Another statement, not a question, and she was in the right of it. ‘I loved putting things right,' I admitted. ‘I still do. I never saw the point in going after those who were forced on to the wrong side of the law to survive. It was the ones who deliberately chose to make a living that way I was interested in. Turns out I had a nose for sniffing those sorts of characters out, I had the right combination of brain and brawn. I didn't use violence, I told you that, but they had to know I could if I had to. As to brain—it's mostly about knowing who to look for, where to look, as well as trusting your instincts.'

‘And you were good at it?'

‘Good enough to make a name for myself.'

‘Success made you unpopular,' she said.

Yet another statement, I noted. She was good at this, playing me at my own game. ‘There are always some who resent the success of others. I've never been the type to socialise with colleagues, so that didn't bother me.'

‘What then?' she asked, her eyes intent on my face.

I could have pretended not to understand her, or brushed her off, but I didn't want to, even though I'd never talked about what I felt about any of it before. Not even when I was pushed to. ‘My cases were picked up in the press, the sensationalist ones at first, that report trials with lots of lurid detail. For some reason, they cottoned on to the fact that my name came up a few times, and they made something of that.'

‘You were famous!'

I swore vehemently, fortunately in the Gaelic. ‘I got a public reputation that I'd rather not have had, and that wasn't fair either, for there were many good men solving crimes in the city. I could have well done without it. All I wanted to do was get on with the job I loved.'

‘So what went wrong?'

‘The public, the press, the great and the good like it when you catch criminals, provided they come from a criminal class. They don't like it when you try to tell them that their friends and neighbours might be criminals too—and that's what I found when I started asking questions. However what's done is done and there's nothing I can do about it.'

I could feel her watching me. It made me uncomfortable.
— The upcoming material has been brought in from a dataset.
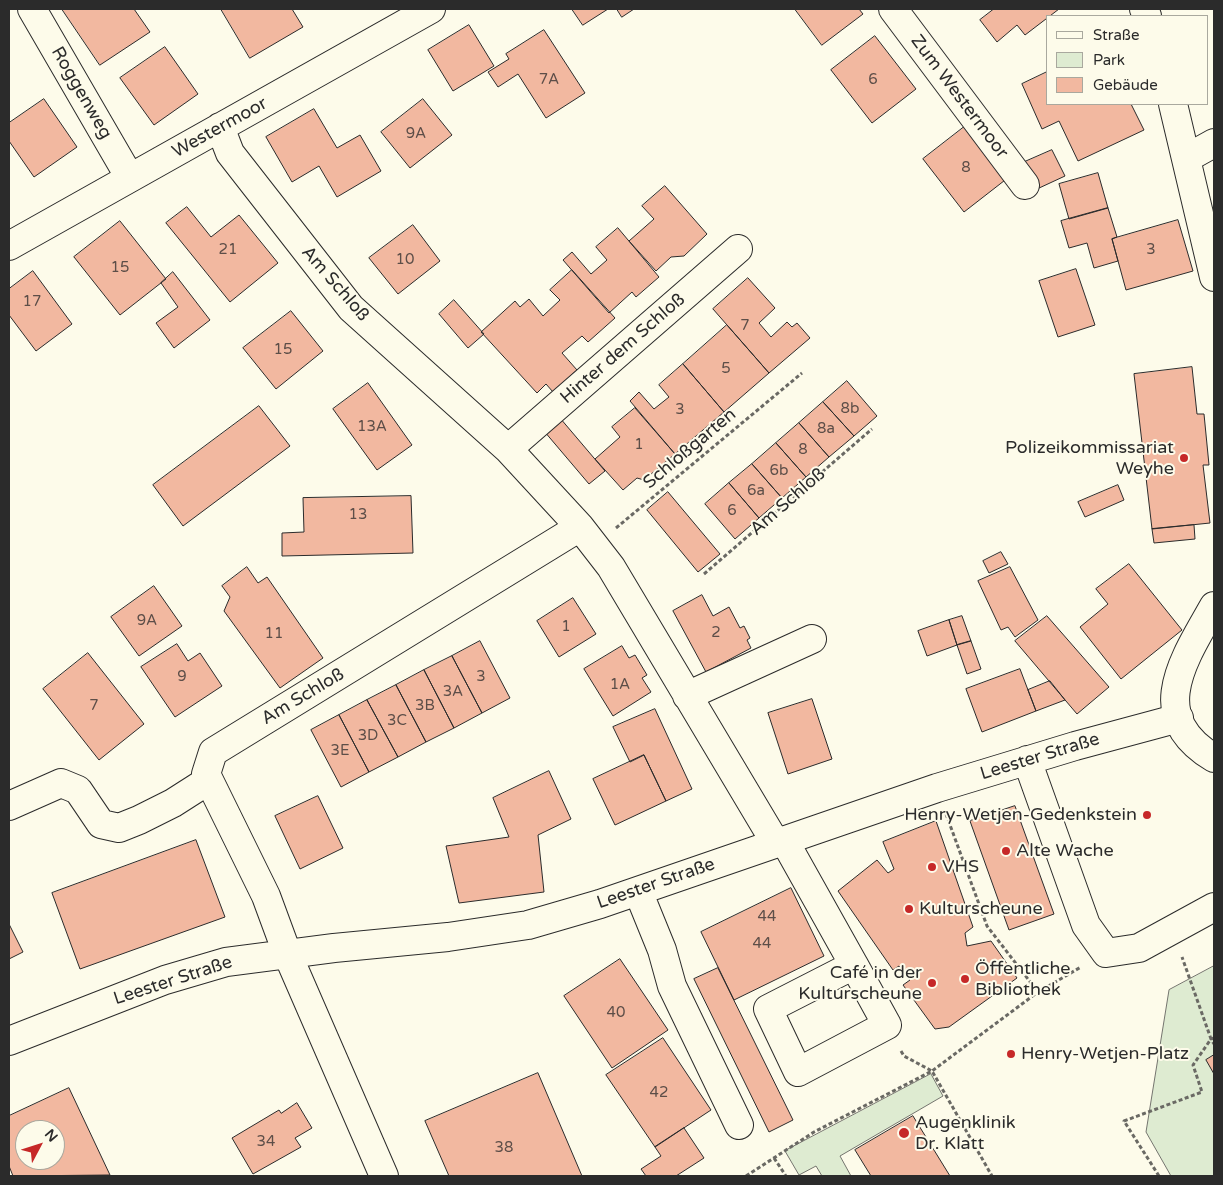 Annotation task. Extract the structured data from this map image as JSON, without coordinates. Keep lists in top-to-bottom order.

Even though she couldn't possibly read my actual thoughts, she was uncommonly good at sensing my feelings. ‘I don't think you are capable of letting it go,' she said slowly.
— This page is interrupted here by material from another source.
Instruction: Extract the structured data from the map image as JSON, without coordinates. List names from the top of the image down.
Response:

I sighed, for it was dawning on me that she was right. ‘It's not what I'm here for.'

‘No, you have another case now that you can't talk about.'

We'd talked about it plenty, though she didn't know it, and she'd given me a great deal to think about. ‘Not yet,' I said, hedging.

‘How long do you think it will keep you here in the city?'

‘It can't take too much longer.' We had stopped walking again, though I hadn't noticed. We'd come almost full circle round the perimeter of the main burial grounds. I could see the gates in the distance. How much longer? Was it fair of me to keep what I knew to myself, even though that was what I'd been instructed to do?
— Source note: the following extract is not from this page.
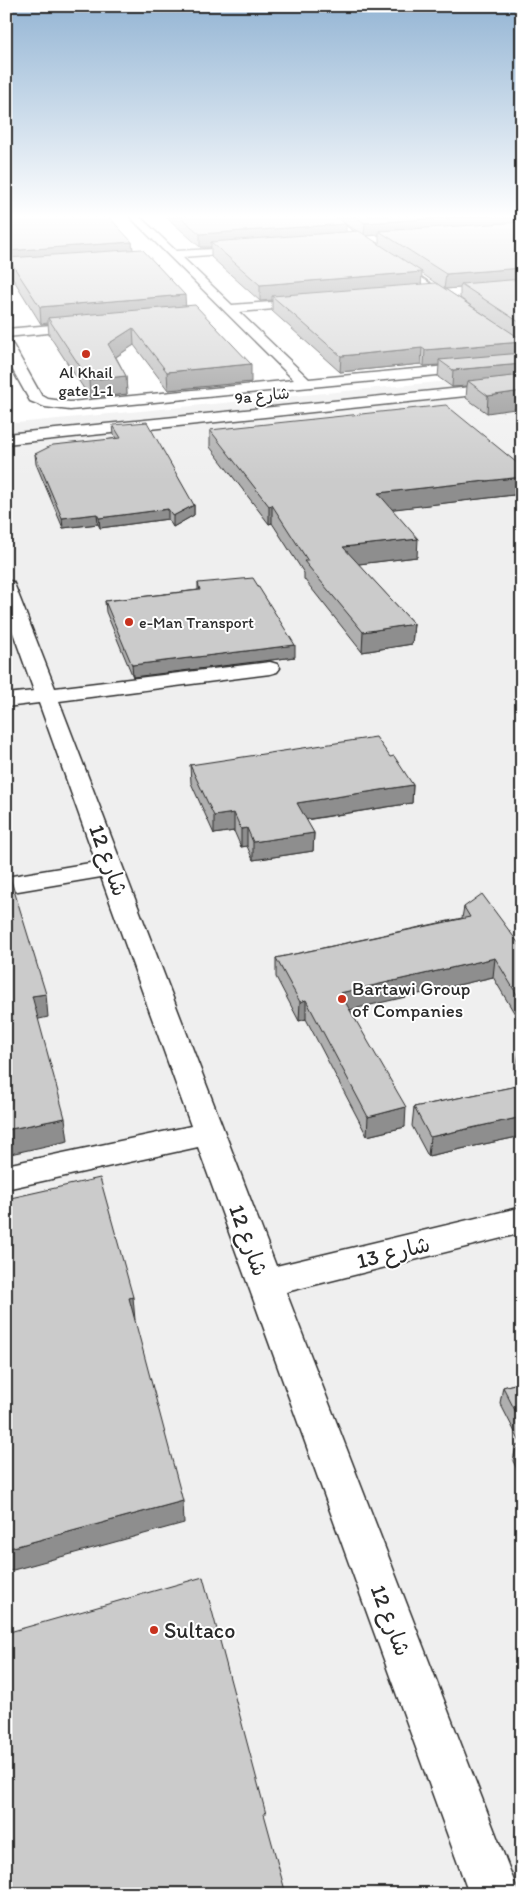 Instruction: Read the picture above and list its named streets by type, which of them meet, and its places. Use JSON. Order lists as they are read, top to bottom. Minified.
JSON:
{"streets":{"street":["9a شارع","شارع 12","شارع 13"]},"crossings":[["شارع 12","شارع 13"]],"places":["Al Khail gate 1-1","e-Man Transport","Bartawi Group of Companies","Sultaco"]}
I genuinely felt as if I was on the horns of a dilemma. On the one hand, she had a right to know. On the other, to know what, while the question of her inheritance was yet to be decided? On the one hand, she had a family and a name. On the other was what the world would make of it all. If all that was doing my head in, what was it going to do to her?

And in the meantime, there was the fact that I didn't want to think about it any more, not for now. The difficulty was, when I looked into those eyes of hers, and I stood close enough to smell the soap she used, but not nearly as close as I wanted to be, I wanted time to go to hell, and the job I was here to do, along with it. I wanted something more than the life I had, working, eating sleeping, happy to be a lone wolf. Looking at her, what I felt was terribly lonely.

It threw me. I didn't know what to do or to say, so I just stood there looking at her, with doubtless half at least of what I was longing for written on my face. And she just stood there too, looking back at me.

A clock began to chime. It must have come from the orphanage. We both started. ‘We'd better get back,' I said.

‘I had better go home,' she said at the same time.

And we left it at that, though neither of us wanted to. I knew that for certain.